Sarah Fucked Up
It’s back to the ho factory for Sarah Larson! InTouch is reporting that George Clooney has dumped his call girl of over a year. A friend told the magazine that Sarah has moved out of his Los Angeles home.
A source close to George said, “George is relieved to be single again. He thinks Sarah is sweet and that is why it was so hard to break up with her. The truth is that they had little in common and he just doesn’t want to be tied down.” Oh, I’m sure Georgie loves to be tied down. Tied down, gagged and stuffed. Just not by her.
Georgie’s rep only said, “I can only confirm that we have never commented on George’s personal life.” And I can only confirm that Georgie’s rep is a smart ass!
Sarah done fucked up! Bitch was supposed to follow my detailed instructions. All she had to do was get knocked up! Shit, she could have even lied to him and said she was carrying his child! Go out and get pregnant by the local homeless man and pass the baby off as George’s. Pull some scandalous shit to secure your future!

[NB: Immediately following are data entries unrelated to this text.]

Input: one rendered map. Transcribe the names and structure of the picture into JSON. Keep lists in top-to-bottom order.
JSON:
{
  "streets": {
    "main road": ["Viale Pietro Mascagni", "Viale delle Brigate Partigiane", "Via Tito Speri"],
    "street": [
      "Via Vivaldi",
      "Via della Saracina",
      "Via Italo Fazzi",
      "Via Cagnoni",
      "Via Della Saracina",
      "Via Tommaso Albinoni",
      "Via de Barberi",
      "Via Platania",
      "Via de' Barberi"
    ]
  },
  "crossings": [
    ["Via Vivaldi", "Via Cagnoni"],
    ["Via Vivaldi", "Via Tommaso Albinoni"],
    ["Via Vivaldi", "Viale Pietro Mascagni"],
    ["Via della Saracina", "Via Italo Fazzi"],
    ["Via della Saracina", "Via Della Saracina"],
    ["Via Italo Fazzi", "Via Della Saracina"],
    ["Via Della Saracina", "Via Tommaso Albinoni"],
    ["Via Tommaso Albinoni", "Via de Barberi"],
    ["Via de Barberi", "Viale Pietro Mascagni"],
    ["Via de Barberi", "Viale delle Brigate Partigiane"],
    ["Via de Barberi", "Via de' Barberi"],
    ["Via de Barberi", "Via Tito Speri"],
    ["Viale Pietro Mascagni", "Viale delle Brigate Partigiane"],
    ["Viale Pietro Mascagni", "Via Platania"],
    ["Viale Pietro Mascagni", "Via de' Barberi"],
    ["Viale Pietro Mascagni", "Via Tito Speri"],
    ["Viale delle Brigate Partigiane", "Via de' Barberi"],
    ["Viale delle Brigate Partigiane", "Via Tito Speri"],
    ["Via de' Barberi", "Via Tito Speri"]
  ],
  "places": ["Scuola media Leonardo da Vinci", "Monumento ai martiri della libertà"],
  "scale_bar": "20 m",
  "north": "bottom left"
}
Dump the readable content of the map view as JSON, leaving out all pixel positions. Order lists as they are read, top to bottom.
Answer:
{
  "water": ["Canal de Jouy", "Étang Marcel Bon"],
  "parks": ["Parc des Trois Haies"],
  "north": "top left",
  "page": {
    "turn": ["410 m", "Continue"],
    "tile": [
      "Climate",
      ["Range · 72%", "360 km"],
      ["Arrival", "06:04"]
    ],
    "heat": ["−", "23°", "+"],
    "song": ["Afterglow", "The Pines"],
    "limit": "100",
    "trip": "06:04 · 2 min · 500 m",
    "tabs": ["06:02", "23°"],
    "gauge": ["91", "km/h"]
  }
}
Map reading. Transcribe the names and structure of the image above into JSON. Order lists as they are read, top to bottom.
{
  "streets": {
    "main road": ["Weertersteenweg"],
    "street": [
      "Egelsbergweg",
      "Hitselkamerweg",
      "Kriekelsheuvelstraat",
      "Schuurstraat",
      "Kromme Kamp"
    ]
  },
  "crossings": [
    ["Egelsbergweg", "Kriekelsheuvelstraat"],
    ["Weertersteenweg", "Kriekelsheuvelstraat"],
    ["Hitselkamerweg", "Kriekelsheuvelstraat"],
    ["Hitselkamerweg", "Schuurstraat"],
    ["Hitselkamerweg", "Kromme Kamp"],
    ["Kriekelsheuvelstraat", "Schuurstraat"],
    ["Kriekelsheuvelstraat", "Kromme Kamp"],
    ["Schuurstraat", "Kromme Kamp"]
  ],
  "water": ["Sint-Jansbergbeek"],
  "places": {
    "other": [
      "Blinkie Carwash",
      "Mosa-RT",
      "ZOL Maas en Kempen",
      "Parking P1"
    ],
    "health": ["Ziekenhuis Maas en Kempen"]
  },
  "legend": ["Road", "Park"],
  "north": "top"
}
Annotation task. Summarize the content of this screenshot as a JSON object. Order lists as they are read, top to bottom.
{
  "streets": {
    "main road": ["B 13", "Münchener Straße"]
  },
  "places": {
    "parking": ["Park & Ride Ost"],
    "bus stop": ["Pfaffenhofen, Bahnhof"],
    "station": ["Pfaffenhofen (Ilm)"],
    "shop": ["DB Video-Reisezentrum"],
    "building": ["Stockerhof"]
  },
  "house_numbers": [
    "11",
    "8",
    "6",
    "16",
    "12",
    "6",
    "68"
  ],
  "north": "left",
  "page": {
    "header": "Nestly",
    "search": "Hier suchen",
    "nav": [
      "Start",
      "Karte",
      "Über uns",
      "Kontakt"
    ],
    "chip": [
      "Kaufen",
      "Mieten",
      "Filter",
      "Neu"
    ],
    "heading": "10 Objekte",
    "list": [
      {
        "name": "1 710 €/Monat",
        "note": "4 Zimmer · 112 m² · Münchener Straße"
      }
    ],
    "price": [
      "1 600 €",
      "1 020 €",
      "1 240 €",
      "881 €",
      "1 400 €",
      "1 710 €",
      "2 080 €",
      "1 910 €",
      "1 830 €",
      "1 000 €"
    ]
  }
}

What the hell kind of fucked up gold digger is she? I’m embarrassed for her. She gives all us shameless sluts a bad name.
The sad whore above is going around to clubs pretending to be Kim Kardashian. Wait, that might be me in my Halloween costume from a couple of years ago. I dressed as a tranny hooker Princess Jasmine.
Anyway, Kim blogged on her site about some dude in Houston who is selling tickets to events supposedly hosted by her. The dude takes fake Kim to the club and is trying to pass her off as the real deal. Low-rent Kim just sits in the corner and doesn’t talk to anyone.
Beware of low-rent Kim! Wait, both of them are pretty low-rent. I mean, beware of fake Kim! The only way to tell if it’s the real Kim is to piss on her. If she runs away, you know she’s not the real thing!
Jessica Simpson and Tony Romo are back together, but there are conditions! A source close to Romo…..Okay, before I go any further. Every time I go to type Romo, I accidentally type Homo. Almost every single time! I have homo on my finger tips at all times. Anyway, A source close to ROMO told The Chicago-Sun Times, “‘He did agree to go to Ashlee’s wedding — keeping his promise to Jessica. But he made it super-clear that if they were to give it another go, her dad had to seriously back off.’‘
Romo has agreed to continue his relationship with Jess on a “trial basis” as long as Papa Joe stays away and stops butting in. Romo probably meant that literally. Papa Joe is always sticking his ass in their faces.
Papa Joe is always around. The creepy bitch isn’t going anywhere. Every step Romo takes, every move Romo makes, he’ll be watching and jacking to him.